'''

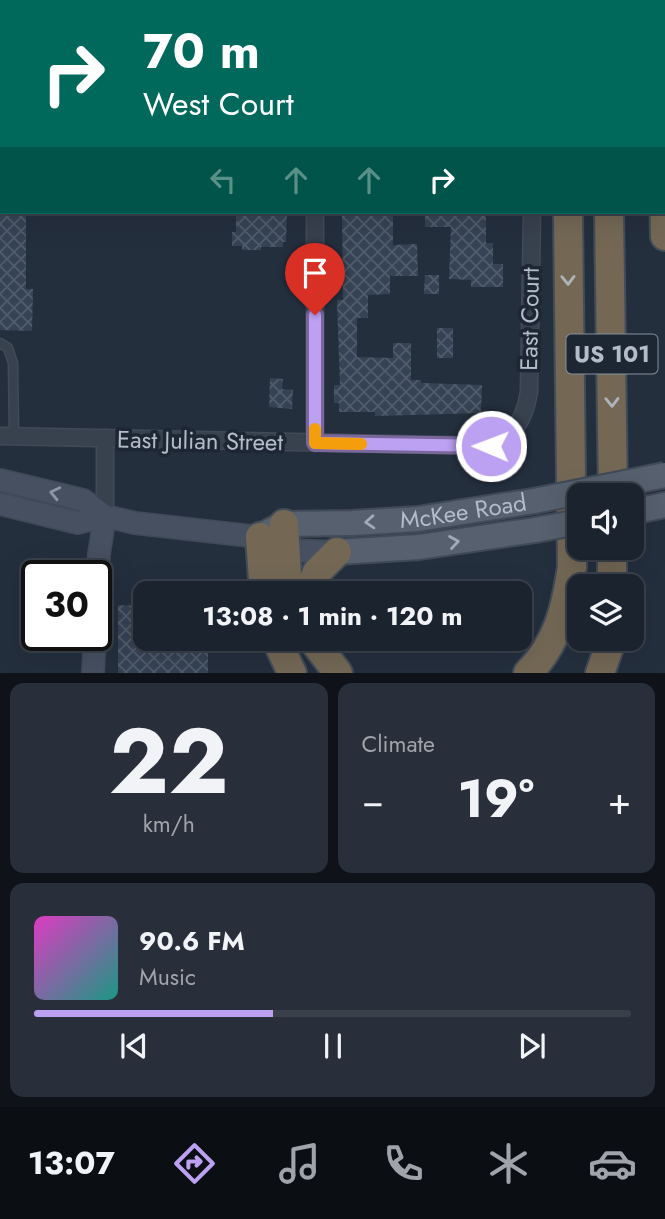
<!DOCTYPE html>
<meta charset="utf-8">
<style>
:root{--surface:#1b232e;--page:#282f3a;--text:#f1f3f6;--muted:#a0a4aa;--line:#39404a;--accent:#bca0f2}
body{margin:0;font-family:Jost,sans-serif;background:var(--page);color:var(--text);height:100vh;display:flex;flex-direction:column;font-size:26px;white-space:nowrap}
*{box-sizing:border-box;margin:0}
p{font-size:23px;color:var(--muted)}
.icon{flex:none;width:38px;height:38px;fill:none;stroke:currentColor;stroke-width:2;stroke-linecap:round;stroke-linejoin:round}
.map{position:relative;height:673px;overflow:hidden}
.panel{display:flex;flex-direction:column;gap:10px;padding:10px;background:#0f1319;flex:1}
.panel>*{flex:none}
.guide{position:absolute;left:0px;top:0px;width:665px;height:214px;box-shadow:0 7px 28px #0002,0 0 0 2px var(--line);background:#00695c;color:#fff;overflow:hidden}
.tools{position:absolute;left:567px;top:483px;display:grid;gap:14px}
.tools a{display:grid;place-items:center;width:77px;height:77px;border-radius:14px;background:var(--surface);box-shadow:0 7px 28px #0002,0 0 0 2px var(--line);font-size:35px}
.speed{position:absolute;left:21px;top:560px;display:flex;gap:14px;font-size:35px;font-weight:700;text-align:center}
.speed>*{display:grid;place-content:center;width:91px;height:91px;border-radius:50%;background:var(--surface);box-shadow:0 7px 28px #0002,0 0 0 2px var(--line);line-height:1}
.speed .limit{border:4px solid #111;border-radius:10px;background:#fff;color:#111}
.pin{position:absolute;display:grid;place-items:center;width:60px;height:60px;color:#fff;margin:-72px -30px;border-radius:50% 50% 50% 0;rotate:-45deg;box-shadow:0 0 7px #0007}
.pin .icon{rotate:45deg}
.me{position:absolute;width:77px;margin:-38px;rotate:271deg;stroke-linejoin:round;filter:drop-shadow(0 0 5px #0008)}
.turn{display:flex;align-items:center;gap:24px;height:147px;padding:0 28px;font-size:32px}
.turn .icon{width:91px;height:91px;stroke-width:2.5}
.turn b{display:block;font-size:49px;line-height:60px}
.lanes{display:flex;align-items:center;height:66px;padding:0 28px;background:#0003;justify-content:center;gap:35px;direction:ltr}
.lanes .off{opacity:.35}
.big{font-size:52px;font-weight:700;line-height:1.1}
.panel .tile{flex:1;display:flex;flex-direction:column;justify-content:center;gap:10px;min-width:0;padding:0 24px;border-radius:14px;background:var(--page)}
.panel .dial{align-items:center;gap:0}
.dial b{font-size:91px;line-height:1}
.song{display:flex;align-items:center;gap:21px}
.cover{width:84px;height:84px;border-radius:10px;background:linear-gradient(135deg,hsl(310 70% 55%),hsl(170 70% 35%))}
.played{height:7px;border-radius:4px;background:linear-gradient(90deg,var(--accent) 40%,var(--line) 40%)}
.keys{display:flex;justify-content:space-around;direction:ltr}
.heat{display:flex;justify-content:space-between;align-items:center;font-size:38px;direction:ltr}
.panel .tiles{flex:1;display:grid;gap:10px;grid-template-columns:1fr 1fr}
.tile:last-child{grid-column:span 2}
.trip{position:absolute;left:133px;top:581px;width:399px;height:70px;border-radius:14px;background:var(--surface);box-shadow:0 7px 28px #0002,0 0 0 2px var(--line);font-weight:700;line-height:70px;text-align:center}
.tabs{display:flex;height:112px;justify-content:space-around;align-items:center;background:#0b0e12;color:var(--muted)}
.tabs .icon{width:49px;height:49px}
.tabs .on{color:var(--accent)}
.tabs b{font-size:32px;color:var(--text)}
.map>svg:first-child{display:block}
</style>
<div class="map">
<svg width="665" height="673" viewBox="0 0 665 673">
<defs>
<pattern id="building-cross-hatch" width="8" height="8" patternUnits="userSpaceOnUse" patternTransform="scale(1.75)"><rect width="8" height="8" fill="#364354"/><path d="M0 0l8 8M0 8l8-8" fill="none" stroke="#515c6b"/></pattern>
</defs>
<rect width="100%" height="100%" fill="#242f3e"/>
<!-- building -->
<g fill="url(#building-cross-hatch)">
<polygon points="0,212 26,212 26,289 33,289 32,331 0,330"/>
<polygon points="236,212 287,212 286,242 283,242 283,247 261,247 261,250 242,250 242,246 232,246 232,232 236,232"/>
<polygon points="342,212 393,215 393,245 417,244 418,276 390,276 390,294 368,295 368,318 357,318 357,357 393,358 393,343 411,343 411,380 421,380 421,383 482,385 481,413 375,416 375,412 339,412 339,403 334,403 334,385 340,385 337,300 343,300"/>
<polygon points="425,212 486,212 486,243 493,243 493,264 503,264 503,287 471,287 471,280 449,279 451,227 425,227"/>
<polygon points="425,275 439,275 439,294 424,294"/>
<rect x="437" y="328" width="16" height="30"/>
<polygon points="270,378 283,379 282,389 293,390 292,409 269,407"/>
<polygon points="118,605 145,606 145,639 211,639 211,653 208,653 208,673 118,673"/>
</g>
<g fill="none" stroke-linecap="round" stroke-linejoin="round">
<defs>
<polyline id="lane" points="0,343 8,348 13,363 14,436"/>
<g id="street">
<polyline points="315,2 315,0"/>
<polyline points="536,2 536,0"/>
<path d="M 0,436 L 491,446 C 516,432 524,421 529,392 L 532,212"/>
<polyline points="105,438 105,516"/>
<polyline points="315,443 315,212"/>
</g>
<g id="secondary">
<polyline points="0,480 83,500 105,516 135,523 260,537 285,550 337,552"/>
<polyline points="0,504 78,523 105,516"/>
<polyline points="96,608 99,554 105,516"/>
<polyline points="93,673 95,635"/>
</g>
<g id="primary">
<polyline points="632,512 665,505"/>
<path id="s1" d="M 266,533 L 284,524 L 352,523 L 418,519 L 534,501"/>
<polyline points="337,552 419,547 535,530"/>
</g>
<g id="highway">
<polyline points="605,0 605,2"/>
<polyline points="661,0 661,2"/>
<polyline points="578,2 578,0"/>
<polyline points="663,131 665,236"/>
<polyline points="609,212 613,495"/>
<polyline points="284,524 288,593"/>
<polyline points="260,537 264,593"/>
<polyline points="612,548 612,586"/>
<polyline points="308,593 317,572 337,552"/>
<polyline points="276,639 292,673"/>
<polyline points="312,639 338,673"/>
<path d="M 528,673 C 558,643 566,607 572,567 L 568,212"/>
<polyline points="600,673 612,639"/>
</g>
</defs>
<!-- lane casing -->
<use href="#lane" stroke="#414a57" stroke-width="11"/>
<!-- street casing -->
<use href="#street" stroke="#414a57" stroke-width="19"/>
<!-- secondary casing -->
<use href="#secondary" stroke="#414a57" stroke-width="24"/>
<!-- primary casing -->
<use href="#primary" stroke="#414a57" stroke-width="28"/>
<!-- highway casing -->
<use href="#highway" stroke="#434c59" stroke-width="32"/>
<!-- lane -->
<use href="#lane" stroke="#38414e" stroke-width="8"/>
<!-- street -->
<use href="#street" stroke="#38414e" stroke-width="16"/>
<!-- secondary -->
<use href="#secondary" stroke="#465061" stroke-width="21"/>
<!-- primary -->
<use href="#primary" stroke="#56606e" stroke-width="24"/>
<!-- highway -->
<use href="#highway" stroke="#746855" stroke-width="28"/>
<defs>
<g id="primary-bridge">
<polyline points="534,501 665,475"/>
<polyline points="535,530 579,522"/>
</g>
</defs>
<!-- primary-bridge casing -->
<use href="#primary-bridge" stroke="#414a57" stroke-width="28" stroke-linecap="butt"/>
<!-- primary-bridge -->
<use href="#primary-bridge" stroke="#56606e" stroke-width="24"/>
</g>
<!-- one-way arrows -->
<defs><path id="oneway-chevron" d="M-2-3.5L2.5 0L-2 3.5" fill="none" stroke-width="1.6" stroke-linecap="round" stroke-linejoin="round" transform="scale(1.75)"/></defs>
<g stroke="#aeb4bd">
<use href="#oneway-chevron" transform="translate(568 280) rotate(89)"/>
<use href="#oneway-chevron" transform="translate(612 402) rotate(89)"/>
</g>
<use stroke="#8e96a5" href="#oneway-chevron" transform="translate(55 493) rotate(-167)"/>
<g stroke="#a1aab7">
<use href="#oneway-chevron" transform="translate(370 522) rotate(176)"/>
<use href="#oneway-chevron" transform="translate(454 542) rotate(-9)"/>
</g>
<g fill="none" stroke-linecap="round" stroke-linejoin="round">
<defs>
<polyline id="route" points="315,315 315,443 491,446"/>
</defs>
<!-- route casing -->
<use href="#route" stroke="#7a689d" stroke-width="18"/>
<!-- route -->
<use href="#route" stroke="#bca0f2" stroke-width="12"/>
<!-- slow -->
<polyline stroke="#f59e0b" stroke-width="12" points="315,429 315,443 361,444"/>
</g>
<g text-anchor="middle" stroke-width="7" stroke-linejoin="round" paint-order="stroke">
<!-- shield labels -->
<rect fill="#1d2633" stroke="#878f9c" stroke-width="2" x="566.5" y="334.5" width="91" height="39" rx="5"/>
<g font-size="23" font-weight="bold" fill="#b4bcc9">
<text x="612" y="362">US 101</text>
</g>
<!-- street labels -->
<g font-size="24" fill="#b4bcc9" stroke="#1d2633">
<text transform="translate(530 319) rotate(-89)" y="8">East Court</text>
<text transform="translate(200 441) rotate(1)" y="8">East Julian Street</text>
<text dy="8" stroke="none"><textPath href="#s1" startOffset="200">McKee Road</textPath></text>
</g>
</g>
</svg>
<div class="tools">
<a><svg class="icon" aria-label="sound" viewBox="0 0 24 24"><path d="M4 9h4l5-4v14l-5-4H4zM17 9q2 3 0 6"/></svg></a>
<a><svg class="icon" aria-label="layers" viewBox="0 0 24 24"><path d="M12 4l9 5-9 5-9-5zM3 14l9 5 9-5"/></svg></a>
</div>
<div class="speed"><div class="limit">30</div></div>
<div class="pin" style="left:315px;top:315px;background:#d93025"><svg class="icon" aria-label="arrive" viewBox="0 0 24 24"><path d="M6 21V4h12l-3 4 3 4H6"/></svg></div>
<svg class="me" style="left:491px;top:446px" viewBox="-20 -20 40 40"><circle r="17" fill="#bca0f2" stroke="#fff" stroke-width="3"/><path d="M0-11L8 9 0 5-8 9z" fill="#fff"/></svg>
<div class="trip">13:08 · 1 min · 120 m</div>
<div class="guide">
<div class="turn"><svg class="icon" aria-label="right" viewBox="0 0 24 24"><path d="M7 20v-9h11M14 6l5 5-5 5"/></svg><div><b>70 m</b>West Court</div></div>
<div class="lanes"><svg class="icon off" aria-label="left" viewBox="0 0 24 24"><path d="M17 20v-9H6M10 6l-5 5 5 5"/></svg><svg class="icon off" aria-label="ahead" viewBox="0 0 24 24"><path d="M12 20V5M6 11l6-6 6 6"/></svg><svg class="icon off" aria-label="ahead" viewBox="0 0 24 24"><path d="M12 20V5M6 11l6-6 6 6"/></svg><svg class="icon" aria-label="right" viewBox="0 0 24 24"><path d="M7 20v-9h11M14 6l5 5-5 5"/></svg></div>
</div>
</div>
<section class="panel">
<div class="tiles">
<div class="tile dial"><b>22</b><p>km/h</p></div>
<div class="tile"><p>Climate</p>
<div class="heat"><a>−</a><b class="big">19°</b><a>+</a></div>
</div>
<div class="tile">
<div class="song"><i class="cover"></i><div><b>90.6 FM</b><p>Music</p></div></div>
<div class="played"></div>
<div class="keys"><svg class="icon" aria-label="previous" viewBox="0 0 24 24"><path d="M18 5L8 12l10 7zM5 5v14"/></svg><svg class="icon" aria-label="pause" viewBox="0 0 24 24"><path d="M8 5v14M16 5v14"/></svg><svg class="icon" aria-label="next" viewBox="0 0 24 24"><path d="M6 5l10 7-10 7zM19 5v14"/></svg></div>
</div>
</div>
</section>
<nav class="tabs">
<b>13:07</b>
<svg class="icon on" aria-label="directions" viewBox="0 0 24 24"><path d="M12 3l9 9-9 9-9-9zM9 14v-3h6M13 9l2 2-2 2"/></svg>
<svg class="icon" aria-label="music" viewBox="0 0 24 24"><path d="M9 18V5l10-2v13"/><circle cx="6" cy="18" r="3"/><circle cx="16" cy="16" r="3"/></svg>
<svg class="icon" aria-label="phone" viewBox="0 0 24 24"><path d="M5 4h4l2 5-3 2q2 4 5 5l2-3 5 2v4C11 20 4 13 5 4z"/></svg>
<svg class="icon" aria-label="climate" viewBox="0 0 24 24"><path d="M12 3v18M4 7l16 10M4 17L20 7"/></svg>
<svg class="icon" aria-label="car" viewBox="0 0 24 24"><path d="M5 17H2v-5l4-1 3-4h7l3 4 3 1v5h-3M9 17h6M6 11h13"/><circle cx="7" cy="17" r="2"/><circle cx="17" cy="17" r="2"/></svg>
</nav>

'''
'''

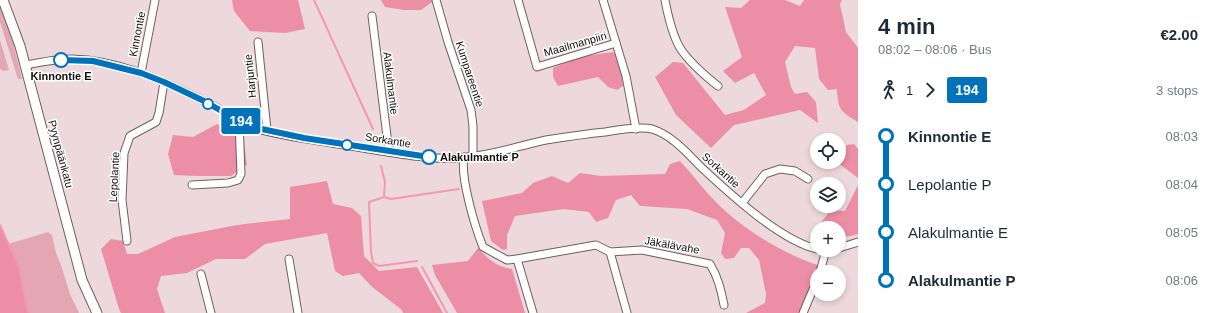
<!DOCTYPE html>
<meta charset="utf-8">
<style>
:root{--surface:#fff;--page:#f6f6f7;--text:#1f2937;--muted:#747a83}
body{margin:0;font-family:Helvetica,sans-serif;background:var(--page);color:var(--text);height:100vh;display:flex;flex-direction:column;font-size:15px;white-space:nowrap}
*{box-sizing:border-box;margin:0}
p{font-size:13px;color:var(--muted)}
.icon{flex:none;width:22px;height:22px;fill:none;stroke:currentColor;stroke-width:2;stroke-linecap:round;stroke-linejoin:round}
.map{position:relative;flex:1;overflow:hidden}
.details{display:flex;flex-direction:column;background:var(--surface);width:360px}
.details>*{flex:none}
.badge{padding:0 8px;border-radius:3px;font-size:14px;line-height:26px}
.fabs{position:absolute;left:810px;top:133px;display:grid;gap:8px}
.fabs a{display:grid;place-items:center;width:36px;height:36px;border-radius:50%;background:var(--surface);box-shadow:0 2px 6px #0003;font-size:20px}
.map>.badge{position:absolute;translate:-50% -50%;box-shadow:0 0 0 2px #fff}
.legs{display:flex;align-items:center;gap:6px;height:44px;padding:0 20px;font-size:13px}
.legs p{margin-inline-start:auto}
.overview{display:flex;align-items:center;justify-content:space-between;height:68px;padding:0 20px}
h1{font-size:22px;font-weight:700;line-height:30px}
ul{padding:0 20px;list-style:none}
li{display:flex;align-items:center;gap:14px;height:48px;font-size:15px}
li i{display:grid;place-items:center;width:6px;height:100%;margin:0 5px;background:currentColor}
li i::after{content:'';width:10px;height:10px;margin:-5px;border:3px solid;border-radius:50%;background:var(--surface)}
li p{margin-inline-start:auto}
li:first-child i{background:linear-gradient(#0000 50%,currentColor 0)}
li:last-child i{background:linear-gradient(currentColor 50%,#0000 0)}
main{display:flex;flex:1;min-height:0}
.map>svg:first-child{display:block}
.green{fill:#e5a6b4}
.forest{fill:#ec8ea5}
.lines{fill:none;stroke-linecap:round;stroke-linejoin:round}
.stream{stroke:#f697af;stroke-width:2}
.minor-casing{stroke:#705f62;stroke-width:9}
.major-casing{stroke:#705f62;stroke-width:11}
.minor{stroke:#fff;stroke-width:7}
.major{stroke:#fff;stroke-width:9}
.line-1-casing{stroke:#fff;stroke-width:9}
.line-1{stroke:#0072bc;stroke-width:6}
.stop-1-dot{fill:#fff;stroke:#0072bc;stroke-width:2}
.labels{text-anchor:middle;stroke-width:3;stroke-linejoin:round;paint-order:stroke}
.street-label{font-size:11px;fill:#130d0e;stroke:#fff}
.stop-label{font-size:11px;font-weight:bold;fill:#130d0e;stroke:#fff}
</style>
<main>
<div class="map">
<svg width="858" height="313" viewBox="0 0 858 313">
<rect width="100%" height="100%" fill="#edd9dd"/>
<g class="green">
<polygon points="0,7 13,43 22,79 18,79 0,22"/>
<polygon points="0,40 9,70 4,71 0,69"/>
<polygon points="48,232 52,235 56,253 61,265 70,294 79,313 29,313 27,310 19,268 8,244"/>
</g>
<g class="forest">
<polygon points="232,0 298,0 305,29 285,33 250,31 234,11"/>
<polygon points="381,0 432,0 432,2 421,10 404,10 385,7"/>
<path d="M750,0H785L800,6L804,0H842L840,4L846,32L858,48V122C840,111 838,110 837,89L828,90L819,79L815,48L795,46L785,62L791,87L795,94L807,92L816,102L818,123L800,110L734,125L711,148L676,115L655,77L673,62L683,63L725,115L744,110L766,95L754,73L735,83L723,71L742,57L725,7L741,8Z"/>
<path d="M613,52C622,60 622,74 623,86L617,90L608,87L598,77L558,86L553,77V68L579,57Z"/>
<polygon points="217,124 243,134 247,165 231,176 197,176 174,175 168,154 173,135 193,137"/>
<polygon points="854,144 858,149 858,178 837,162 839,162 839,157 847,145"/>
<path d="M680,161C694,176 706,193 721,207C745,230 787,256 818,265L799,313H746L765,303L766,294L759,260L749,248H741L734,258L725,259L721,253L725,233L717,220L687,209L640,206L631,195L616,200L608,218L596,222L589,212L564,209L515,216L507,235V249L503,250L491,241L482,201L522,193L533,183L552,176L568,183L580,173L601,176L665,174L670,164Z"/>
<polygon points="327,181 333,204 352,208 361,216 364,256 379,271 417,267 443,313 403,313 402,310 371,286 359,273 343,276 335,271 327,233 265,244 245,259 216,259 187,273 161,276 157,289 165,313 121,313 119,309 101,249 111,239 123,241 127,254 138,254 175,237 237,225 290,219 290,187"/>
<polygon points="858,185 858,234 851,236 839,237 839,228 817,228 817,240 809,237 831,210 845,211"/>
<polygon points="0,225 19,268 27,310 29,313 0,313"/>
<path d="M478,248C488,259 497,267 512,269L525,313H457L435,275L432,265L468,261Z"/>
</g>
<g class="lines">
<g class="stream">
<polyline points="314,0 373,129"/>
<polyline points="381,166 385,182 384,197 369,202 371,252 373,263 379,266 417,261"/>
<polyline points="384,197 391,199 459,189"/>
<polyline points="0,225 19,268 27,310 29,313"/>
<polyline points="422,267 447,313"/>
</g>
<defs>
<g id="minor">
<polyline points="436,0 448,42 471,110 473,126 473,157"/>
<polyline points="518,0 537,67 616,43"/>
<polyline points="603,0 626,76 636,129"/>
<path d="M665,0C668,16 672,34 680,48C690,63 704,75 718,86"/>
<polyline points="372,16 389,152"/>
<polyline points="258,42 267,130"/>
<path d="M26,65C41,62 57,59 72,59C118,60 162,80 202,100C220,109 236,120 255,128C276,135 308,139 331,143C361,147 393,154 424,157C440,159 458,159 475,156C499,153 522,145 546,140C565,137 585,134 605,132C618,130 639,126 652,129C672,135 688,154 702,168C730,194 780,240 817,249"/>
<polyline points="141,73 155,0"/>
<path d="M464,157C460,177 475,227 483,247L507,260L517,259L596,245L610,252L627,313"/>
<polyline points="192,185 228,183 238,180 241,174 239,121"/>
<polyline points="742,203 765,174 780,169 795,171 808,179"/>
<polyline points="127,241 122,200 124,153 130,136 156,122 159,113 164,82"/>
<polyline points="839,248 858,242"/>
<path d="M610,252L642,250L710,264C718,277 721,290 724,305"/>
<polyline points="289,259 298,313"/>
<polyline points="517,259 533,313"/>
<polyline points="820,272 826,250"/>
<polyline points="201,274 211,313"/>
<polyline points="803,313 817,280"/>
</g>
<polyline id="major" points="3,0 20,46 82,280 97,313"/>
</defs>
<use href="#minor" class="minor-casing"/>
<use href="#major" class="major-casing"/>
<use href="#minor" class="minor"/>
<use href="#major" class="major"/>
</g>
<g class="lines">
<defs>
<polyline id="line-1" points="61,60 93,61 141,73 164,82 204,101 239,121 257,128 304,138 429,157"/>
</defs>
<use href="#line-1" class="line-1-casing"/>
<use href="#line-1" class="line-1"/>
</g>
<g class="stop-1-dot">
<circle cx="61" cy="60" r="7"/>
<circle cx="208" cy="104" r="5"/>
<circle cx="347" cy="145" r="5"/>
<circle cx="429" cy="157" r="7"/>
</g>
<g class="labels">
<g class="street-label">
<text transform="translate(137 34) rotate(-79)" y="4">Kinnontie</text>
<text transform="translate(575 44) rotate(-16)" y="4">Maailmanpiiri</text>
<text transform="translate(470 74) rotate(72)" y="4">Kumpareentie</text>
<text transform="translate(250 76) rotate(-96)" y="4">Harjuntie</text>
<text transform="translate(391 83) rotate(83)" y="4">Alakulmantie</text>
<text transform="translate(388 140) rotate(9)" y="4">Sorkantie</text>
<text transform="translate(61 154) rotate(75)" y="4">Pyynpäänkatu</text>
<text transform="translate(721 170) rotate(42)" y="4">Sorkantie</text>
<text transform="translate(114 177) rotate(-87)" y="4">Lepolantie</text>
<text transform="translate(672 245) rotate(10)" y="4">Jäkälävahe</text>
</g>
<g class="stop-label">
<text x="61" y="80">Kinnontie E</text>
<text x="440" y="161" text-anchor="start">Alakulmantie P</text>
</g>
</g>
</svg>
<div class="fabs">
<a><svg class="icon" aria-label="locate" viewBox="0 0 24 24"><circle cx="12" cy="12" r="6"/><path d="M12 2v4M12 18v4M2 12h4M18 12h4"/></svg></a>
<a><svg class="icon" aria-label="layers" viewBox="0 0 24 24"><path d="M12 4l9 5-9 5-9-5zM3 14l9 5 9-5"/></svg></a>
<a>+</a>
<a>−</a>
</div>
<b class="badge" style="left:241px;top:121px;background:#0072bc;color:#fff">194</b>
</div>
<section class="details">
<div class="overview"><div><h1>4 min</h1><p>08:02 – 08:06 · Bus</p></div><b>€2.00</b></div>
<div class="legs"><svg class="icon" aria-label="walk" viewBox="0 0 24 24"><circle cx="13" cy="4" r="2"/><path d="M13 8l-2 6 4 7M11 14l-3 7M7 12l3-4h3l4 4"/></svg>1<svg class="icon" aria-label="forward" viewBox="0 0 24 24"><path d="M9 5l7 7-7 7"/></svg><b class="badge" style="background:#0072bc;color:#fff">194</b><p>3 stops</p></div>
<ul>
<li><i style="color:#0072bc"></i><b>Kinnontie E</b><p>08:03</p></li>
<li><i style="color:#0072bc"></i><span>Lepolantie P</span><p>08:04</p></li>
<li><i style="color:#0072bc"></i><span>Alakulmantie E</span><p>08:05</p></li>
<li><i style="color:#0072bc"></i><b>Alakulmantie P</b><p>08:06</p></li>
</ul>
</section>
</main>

'''

_Assigned task_
If the string "fabs" is in a line of the entries, pick that line out.

_Task solution_
.fabs{position:absolute;left:810px;top:133px;display:grid;gap:8px}
.fabs a{display:grid;place-items:center;width:36px;height:36px;border-radius:50%;background:var(--surface);box-shadow:0 2px 6px #0003;font-size:20px}
<div class="fabs">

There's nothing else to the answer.